■ INPUT DATA:
■ ■ ■ ■

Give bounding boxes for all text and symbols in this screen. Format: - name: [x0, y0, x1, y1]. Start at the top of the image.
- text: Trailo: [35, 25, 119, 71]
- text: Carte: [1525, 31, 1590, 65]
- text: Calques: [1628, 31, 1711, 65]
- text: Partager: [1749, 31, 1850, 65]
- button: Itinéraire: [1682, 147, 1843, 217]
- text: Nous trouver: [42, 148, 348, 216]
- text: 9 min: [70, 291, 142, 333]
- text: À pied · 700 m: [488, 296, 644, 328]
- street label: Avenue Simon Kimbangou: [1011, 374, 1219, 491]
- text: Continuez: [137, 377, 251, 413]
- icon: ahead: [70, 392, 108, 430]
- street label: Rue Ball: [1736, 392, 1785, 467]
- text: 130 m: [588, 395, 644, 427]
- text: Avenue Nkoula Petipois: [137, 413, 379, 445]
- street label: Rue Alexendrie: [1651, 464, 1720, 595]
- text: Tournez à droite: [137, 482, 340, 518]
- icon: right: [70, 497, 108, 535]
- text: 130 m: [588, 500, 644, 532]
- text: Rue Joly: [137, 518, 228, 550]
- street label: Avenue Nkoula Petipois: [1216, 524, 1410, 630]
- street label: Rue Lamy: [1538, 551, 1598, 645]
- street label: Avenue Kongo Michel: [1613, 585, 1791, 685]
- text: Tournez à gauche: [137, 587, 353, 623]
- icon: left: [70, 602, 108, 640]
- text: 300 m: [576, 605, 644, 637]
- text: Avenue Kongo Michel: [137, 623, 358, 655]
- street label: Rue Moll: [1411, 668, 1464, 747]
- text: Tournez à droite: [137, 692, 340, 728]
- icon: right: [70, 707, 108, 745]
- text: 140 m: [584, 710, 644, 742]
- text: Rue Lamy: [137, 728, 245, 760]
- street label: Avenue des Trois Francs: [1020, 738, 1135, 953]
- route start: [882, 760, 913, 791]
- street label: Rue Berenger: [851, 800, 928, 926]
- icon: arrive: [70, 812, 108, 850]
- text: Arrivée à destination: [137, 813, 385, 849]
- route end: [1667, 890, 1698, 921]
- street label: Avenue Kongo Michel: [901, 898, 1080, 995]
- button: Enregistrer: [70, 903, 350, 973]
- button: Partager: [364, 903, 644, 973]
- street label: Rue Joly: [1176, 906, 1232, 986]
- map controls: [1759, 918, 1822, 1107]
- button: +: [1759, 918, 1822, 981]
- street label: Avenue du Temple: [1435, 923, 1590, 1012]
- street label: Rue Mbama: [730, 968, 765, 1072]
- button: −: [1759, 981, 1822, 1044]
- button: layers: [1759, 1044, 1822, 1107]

■ ■ ■ ■

■ DESCRIPTION OF THE TASK: Each line of the data must be written out exactly as it appears.

■ ANSWER TO THIS EXERCISE:
Give bounding boxes for all text and symbols in this screen. Format: - name: [x0, y0, x1, y1]. Start at the top of the image.
- text: Trailo: [35, 25, 119, 71]
- text: Carte: [1525, 31, 1590, 65]
- text: Calques: [1628, 31, 1711, 65]
- text: Partager: [1749, 31, 1850, 65]
- button: Itinéraire: [1682, 147, 1843, 217]
- text: Nous trouver: [42, 148, 348, 216]
- text: 9 min: [70, 291, 142, 333]
- text: À pied · 700 m: [488, 296, 644, 328]
- street label: Avenue Simon Kimbangou: [1011, 374, 1219, 491]
- text: Continuez: [137, 377, 251, 413]
- icon: ahead: [70, 392, 108, 430]
- street label: Rue Ball: [1736, 392, 1785, 467]
- text: 130 m: [588, 395, 644, 427]
- text: Avenue Nkoula Petipois: [137, 413, 379, 445]
- street label: Rue Alexendrie: [1651, 464, 1720, 595]
- text: Tournez à droite: [137, 482, 340, 518]
- icon: right: [70, 497, 108, 535]
- text: 130 m: [588, 500, 644, 532]
- text: Rue Joly: [137, 518, 228, 550]
- street label: Avenue Nkoula Petipois: [1216, 524, 1410, 630]
- street label: Rue Lamy: [1538, 551, 1598, 645]
- street label: Avenue Kongo Michel: [1613, 585, 1791, 685]
- text: Tournez à gauche: [137, 587, 353, 623]
- icon: left: [70, 602, 108, 640]
- text: 300 m: [576, 605, 644, 637]
- text: Avenue Kongo Michel: [137, 623, 358, 655]
- street label: Rue Moll: [1411, 668, 1464, 747]
- text: Tournez à droite: [137, 692, 340, 728]
- icon: right: [70, 707, 108, 745]
- text: 140 m: [584, 710, 644, 742]
- text: Rue Lamy: [137, 728, 245, 760]
- street label: Avenue des Trois Francs: [1020, 738, 1135, 953]
- route start: [882, 760, 913, 791]
- street label: Rue Berenger: [851, 800, 928, 926]
- icon: arrive: [70, 812, 108, 850]
- text: Arrivée à destination: [137, 813, 385, 849]
- route end: [1667, 890, 1698, 921]
- street label: Avenue Kongo Michel: [901, 898, 1080, 995]
- button: Enregistrer: [70, 903, 350, 973]
- button: Partager: [364, 903, 644, 973]
- street label: Rue Joly: [1176, 906, 1232, 986]
- map controls: [1759, 918, 1822, 1107]
- button: +: [1759, 918, 1822, 981]
- street label: Avenue du Temple: [1435, 923, 1590, 1012]
- street label: Rue Mbama: [730, 968, 765, 1072]
- button: −: [1759, 981, 1822, 1044]
- button: layers: [1759, 1044, 1822, 1107]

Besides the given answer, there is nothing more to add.